■ Exercise directions:
In the lines below, find the one that contains "Map reading. Describe" and write it out exactly, along with every line that follows it.

■ Records to use:
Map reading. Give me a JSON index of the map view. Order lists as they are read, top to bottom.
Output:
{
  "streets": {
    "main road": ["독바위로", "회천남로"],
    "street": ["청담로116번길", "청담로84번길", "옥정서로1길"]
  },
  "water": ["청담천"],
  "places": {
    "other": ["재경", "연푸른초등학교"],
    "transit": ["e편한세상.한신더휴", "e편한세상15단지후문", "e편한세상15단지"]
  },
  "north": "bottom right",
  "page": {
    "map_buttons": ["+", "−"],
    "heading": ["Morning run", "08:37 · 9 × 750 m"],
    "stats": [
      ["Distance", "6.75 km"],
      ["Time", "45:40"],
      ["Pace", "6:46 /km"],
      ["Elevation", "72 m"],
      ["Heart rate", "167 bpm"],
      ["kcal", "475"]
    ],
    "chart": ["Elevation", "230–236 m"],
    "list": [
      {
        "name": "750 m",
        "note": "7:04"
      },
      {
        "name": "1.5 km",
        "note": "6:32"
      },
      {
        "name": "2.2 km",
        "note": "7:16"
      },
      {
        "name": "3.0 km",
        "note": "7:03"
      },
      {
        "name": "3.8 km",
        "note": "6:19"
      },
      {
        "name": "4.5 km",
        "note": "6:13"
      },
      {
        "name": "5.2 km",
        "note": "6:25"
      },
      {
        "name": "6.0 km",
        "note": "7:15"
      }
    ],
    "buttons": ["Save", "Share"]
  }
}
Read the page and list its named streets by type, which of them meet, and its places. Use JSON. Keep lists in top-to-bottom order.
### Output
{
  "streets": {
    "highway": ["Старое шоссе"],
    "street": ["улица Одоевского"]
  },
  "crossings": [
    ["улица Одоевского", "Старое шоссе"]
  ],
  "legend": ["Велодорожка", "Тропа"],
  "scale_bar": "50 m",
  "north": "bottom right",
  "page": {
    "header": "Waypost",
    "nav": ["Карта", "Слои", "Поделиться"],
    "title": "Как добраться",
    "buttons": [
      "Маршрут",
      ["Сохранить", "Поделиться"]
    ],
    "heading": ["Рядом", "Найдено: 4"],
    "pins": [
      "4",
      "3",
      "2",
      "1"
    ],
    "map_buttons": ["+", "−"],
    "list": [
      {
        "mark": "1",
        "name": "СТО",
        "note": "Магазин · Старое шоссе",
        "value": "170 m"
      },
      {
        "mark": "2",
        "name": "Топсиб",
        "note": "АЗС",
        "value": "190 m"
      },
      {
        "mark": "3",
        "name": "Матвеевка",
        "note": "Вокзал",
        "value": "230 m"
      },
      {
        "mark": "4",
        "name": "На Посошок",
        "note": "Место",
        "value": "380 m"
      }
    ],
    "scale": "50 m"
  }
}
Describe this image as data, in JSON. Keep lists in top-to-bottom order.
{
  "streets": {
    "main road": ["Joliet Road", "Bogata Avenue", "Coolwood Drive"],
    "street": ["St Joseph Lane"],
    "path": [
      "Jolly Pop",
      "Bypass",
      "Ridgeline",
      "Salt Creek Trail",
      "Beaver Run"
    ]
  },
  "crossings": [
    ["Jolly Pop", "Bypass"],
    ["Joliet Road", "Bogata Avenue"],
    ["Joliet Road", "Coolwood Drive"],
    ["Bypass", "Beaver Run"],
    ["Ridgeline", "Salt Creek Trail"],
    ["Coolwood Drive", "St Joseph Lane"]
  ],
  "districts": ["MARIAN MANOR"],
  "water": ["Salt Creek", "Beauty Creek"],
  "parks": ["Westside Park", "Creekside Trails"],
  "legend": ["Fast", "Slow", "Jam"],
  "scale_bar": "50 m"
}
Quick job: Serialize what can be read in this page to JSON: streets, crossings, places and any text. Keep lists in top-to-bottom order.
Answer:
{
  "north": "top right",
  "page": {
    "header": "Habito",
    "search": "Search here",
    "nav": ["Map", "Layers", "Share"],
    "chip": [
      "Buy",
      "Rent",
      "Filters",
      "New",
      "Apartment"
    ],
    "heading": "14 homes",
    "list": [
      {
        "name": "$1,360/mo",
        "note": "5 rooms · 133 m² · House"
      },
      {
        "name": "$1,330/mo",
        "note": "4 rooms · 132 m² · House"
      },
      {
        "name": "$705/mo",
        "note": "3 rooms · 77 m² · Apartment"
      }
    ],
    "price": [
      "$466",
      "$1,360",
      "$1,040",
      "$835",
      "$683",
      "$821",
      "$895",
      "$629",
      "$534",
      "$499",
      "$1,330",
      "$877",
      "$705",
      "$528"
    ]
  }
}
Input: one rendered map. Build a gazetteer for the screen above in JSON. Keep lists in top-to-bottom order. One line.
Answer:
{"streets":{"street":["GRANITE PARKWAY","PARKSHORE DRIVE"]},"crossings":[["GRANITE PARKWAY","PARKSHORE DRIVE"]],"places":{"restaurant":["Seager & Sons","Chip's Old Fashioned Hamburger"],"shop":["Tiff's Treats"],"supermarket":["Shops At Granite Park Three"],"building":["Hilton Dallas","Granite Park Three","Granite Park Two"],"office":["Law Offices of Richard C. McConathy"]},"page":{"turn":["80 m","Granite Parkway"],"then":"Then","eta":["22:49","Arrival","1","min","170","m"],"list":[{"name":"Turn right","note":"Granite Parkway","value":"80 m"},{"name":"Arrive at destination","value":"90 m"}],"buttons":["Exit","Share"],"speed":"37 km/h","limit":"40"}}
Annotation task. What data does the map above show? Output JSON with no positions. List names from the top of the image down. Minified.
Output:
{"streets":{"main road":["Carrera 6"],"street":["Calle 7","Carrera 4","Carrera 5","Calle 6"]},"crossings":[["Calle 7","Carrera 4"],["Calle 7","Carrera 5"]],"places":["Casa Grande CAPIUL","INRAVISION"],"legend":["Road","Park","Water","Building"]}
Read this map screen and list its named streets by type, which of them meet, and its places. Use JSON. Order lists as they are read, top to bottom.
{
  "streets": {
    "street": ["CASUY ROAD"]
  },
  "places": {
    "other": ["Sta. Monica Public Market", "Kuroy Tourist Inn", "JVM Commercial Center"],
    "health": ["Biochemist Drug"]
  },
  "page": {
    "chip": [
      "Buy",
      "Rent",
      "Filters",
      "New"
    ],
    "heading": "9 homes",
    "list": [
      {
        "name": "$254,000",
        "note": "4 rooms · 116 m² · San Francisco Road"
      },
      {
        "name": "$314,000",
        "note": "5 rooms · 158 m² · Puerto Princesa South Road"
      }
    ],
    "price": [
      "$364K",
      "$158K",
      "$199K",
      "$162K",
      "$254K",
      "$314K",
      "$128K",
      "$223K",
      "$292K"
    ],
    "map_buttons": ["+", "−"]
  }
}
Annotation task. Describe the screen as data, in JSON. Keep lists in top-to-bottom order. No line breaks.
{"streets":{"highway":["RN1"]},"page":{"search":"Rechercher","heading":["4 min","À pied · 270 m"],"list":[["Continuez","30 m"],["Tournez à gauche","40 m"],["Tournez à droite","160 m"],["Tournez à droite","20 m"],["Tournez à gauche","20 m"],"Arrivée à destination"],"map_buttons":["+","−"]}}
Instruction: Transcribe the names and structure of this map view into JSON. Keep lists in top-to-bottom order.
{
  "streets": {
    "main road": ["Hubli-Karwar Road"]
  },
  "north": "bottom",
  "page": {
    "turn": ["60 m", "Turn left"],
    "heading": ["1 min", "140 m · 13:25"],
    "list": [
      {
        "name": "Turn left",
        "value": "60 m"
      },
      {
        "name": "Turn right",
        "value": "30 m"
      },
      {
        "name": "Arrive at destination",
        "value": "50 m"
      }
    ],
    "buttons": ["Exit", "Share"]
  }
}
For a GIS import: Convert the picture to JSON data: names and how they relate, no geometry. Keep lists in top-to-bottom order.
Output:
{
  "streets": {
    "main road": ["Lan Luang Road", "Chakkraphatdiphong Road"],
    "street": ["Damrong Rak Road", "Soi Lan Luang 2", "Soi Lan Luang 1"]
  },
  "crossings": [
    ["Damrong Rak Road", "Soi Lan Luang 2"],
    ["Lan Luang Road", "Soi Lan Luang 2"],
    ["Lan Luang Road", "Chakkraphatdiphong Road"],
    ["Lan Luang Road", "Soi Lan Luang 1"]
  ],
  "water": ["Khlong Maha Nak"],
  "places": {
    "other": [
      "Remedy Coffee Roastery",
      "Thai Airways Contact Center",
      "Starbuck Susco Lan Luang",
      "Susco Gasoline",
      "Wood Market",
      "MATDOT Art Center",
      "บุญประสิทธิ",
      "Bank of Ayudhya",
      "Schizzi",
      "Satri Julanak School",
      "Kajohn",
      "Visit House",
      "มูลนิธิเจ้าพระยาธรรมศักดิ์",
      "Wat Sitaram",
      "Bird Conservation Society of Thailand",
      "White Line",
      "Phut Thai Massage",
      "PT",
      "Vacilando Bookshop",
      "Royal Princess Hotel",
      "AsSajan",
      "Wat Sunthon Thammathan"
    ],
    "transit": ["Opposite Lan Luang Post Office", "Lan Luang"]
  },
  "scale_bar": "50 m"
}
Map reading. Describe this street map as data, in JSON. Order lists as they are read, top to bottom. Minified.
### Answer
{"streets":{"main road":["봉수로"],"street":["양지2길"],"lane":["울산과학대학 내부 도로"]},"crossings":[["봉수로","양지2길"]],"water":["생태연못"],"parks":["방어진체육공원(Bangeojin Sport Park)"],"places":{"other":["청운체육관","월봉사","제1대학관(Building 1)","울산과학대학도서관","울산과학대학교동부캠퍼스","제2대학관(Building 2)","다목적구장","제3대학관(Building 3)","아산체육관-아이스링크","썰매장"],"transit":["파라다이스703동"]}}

■ Response for this exercise:
Map reading. Describe this street map as data, in JSON. Order lists as they are read, top to bottom. Minified.
### Answer
{"streets":{"main road":["봉수로"],"street":["양지2길"],"lane":["울산과학대학 내부 도로"]},"crossings":[["봉수로","양지2길"]],"water":["생태연못"],"parks":["방어진체육공원(Bangeojin Sport Park)"],"places":{"other":["청운체육관","월봉사","제1대학관(Building 1)","울산과학대학도서관","울산과학대학교동부캠퍼스","제2대학관(Building 2)","다목적구장","제3대학관(Building 3)","아산체육관-아이스링크","썰매장"],"transit":["파라다이스703동"]}}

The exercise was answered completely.